I have following code using Spacy. There are couple of training records to recognize simple set of text around destination.
def init_training_data ():
nlp = spacy.blank('en')
training_data = [
("Coliseum is visited by John Doe", [(0, 8, "DESTINATION"), (12, 19, "VISIT"), (23, 31, "TRAVELLER")]),
("John Doe has not been to Louvre", [(0, 8, "TRAVELLER"), (9, 21, "NOT_VISITED"), (25, 31, "DESTINATION")])]

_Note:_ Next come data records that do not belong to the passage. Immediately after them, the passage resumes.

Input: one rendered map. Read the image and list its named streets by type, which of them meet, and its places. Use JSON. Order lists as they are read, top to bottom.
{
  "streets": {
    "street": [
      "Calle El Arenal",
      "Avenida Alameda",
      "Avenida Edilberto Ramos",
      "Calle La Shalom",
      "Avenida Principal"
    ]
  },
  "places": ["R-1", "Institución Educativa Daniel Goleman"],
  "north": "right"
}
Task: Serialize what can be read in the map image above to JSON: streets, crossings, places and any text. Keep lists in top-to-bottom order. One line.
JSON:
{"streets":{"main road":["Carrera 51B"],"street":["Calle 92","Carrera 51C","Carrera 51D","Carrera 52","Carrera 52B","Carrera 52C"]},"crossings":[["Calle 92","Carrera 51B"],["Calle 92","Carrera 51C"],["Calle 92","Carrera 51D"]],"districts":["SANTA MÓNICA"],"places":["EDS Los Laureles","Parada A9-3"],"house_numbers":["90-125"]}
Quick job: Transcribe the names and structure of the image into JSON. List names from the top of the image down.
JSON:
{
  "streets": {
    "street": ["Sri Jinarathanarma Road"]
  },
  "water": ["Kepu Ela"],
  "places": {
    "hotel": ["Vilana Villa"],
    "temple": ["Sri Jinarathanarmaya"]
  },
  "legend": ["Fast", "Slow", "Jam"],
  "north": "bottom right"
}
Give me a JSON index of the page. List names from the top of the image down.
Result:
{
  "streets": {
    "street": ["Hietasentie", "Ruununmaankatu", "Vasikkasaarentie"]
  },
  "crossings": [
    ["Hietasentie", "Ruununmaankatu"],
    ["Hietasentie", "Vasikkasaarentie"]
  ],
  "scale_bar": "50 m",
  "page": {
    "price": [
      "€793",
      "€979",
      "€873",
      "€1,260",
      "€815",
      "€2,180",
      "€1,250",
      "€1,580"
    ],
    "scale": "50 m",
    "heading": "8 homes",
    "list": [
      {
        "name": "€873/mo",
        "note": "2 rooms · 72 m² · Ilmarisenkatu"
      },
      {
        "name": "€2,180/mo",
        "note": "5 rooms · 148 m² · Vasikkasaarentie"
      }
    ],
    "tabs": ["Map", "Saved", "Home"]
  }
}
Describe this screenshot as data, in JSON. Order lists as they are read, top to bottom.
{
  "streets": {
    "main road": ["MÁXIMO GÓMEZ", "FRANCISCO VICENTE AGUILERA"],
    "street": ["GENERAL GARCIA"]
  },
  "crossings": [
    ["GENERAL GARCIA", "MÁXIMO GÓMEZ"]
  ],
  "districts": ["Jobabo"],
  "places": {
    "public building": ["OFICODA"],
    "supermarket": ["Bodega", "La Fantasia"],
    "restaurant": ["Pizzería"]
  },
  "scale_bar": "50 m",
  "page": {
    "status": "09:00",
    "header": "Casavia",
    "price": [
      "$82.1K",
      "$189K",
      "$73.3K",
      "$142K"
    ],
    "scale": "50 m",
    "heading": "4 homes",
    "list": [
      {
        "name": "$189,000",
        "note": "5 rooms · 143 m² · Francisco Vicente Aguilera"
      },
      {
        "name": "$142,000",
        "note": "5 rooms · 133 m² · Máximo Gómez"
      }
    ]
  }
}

for text, annotations in training_data:
doc = nlp(text)
ents = []
for start, end, label in annotations:
span = doc.char_span(start, end, label=label)
print (start, end, label)
print (span)
ents.append(span)
print (ents)
doc.ents = ents
for itn in range(25):
random.shuffle(training_data)
for raw_text, entity_offsets in training_data:
doc = nlp.make_doc(raw_text)
example = Example.from_dict(doc, {"entities": entity_offsets})
print (raw_text)
nlp.update([example])
text=nlp("Rome is visited by Fred Smith")
print (len(text.ents))
for ents in text.ents:
# Print the document text and entitites
print(ents.text, ents.label_)
The line print(len(text.ents)) returns 0 records. It should return 3, right? Can someone please point me in the right direction?